Puntos a considerar antes de visitar
Al evaluar Mesón Los Cántaros, es fundamental sopesar sus fortalezas y debilidades para que los potenciales clientes puedan tomar una decisión informada.
Lo positivo:
- Especialidad reconocida: Sus caracoles a la brasa son un plato insignia que atrae a muchos y rara vez decepciona en su elemento principal.
- Menú del día competitivo: Una opción muy recomendable por su variedad, cantidad y precio ajustado.
- Ambiente tradicional: El local ofrece una atmósfera de mesón clásico que resulta agradable y auténtica.
- Bueno para grupos: Con reserva previa, es un lugar apto para celebraciones o comidas con varias personas.
Lo negativo:
- Inconsistencia en la calidad: El mayor problema del restaurante. La calidad de los platos, especialmente las carnes a la brasa y los acompañamientos (como el alioli o las patatas fritas), puede variar drásticamente de un día para otro.
- Precio del menú de fin de semana: Considerado elevado por algunos clientes en relación con la calidad ofrecida.
- Riesgo de una mala experiencia: Las reseñas negativas, aunque menos numerosas, son muy detalladas y describen fallos graves en la cocina, como platos crudos o productos de baja calidad.

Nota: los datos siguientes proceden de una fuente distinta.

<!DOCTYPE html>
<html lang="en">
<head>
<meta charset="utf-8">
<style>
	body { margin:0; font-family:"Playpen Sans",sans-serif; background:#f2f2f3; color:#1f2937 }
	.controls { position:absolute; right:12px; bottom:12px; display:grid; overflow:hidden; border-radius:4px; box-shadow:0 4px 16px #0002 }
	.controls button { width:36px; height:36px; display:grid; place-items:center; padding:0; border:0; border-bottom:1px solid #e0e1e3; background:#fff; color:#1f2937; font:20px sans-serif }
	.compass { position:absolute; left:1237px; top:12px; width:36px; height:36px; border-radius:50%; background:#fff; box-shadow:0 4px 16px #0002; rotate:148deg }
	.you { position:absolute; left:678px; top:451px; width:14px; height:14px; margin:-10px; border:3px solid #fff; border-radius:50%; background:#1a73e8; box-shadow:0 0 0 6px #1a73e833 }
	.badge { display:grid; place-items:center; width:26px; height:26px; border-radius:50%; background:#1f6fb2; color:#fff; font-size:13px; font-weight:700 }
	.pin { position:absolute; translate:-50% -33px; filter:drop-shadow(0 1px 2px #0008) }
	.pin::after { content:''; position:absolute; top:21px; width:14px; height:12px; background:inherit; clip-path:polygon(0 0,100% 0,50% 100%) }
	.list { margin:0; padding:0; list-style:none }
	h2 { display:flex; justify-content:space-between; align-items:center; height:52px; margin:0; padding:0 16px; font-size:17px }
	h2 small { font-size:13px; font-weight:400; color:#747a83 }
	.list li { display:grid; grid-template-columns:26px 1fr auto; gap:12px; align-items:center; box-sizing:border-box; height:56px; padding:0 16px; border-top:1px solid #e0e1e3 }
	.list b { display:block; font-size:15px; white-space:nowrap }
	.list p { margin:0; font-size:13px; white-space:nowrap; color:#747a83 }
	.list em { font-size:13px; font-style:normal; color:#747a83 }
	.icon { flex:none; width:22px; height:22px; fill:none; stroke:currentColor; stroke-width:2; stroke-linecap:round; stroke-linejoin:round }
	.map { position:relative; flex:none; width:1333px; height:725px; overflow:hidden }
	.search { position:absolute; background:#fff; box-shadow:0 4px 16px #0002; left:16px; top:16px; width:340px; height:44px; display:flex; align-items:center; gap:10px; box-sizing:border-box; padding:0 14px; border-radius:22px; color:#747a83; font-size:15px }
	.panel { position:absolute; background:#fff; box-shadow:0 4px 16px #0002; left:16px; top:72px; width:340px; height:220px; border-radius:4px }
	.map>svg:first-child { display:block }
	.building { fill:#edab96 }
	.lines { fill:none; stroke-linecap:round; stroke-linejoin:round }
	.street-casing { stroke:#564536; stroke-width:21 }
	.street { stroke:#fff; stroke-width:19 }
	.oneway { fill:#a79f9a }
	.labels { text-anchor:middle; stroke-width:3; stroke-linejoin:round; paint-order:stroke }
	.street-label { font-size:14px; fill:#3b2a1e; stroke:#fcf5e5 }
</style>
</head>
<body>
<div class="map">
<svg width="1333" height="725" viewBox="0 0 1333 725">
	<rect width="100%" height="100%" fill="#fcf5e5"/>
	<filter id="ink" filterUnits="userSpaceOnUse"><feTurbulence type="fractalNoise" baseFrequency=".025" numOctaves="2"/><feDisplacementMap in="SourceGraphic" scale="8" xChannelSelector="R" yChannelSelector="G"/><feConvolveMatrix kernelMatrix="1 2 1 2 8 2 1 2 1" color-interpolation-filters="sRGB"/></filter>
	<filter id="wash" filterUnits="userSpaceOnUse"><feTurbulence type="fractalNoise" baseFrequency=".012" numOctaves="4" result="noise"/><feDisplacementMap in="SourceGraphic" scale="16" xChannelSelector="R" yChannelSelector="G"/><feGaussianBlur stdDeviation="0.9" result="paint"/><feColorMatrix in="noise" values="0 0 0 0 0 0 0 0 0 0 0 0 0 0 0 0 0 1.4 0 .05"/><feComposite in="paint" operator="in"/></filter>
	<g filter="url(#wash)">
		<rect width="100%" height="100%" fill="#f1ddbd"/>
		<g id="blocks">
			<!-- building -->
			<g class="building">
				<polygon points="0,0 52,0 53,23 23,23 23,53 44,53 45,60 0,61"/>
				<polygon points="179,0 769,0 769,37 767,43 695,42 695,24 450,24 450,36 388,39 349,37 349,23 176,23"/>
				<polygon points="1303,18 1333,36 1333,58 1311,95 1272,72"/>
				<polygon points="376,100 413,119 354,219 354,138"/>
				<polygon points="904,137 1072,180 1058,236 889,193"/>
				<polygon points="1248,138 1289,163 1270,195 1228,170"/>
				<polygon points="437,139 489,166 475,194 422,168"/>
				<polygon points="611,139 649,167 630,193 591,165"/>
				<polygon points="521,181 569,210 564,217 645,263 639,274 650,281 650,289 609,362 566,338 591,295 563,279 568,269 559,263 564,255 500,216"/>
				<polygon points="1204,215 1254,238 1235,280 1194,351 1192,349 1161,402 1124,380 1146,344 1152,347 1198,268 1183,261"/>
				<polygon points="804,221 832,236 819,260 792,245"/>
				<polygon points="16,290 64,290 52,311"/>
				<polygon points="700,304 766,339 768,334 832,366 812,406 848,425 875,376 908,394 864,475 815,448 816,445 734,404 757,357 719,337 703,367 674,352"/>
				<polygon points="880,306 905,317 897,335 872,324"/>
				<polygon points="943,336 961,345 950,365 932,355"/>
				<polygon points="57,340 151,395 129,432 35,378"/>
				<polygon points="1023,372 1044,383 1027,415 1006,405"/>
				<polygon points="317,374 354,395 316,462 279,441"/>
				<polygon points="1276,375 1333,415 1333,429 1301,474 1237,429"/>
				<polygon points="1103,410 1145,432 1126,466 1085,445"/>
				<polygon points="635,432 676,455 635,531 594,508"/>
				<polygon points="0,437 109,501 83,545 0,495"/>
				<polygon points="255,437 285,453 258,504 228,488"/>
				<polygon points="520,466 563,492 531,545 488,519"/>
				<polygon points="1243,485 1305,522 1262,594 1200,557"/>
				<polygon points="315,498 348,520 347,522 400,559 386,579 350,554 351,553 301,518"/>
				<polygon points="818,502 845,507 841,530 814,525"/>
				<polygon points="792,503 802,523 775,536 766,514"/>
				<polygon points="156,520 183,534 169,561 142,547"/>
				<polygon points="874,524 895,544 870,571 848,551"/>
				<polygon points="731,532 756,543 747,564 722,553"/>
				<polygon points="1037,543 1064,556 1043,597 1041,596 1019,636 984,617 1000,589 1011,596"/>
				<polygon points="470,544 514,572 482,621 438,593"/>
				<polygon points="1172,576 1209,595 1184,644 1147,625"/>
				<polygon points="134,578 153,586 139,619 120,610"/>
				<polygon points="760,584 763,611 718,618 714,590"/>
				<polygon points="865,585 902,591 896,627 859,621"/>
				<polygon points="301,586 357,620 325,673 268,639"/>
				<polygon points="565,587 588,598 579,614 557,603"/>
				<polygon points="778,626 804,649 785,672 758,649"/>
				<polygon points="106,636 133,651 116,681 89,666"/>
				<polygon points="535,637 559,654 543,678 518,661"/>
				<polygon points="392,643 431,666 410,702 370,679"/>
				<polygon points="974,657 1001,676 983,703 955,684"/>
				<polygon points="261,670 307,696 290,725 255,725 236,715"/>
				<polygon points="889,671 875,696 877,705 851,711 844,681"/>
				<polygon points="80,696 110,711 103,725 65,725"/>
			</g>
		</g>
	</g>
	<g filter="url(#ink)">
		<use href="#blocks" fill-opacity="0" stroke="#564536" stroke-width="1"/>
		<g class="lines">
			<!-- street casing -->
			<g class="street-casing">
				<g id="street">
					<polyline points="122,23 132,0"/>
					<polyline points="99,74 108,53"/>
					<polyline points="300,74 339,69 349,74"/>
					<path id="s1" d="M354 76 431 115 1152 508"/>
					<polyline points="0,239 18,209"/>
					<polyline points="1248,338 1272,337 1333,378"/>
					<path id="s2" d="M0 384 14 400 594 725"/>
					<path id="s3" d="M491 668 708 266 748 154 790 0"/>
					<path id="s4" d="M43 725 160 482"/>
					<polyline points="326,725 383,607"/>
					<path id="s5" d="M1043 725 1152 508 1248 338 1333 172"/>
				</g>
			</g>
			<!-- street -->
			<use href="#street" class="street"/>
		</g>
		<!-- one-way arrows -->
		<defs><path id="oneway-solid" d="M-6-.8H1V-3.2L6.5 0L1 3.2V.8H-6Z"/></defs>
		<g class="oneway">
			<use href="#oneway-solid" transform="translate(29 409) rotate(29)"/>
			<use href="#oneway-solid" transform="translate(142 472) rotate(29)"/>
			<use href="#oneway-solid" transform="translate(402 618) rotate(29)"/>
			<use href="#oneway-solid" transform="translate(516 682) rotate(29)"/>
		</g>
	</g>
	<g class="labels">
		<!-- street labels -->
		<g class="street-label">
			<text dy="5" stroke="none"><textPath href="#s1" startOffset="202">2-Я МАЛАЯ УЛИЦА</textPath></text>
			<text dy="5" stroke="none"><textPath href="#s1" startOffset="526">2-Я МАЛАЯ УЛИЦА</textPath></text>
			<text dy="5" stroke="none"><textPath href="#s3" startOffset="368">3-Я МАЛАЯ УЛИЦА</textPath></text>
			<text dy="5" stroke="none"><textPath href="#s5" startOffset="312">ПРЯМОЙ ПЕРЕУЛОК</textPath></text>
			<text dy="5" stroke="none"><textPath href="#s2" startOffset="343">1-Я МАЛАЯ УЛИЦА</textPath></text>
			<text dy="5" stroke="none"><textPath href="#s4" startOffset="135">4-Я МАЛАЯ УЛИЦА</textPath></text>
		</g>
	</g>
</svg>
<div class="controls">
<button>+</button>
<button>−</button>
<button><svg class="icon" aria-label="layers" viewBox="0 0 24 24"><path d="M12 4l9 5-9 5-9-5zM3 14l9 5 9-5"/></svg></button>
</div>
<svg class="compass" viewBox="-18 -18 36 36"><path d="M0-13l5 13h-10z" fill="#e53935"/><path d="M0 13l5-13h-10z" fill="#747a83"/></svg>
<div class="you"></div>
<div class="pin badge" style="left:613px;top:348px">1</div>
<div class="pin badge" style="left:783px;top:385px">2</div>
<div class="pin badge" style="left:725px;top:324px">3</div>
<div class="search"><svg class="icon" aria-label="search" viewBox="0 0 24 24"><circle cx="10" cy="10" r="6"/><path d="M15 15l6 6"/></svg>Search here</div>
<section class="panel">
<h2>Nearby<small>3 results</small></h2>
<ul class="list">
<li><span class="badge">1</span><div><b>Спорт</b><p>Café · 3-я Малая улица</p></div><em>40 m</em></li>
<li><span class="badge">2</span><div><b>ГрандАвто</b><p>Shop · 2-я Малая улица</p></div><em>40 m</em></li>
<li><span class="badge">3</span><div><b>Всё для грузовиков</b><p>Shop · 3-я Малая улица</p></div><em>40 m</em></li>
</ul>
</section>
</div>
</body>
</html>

En definitiva, Mesón Los Cántaros es un restaurante con una propuesta de valor clara pero una ejecución irregular. Parece ser una apuesta segura para quienes buscan un buen menú del día en Zaragoza o para los aficionados a los caracoles que estén dispuestos a pasar por alto la posible procedencia industrial del alioli. Para una ocasión especial o una cena de fin de semana, sobre todo si se va a optar por carnes a la brasa, la visita conlleva un cierto riesgo. La experiencia puede ser excelente, pero también existe la posibilidad de que no cumpla con las expectativas, especialmente considerando el nivel de precios del fin de semana.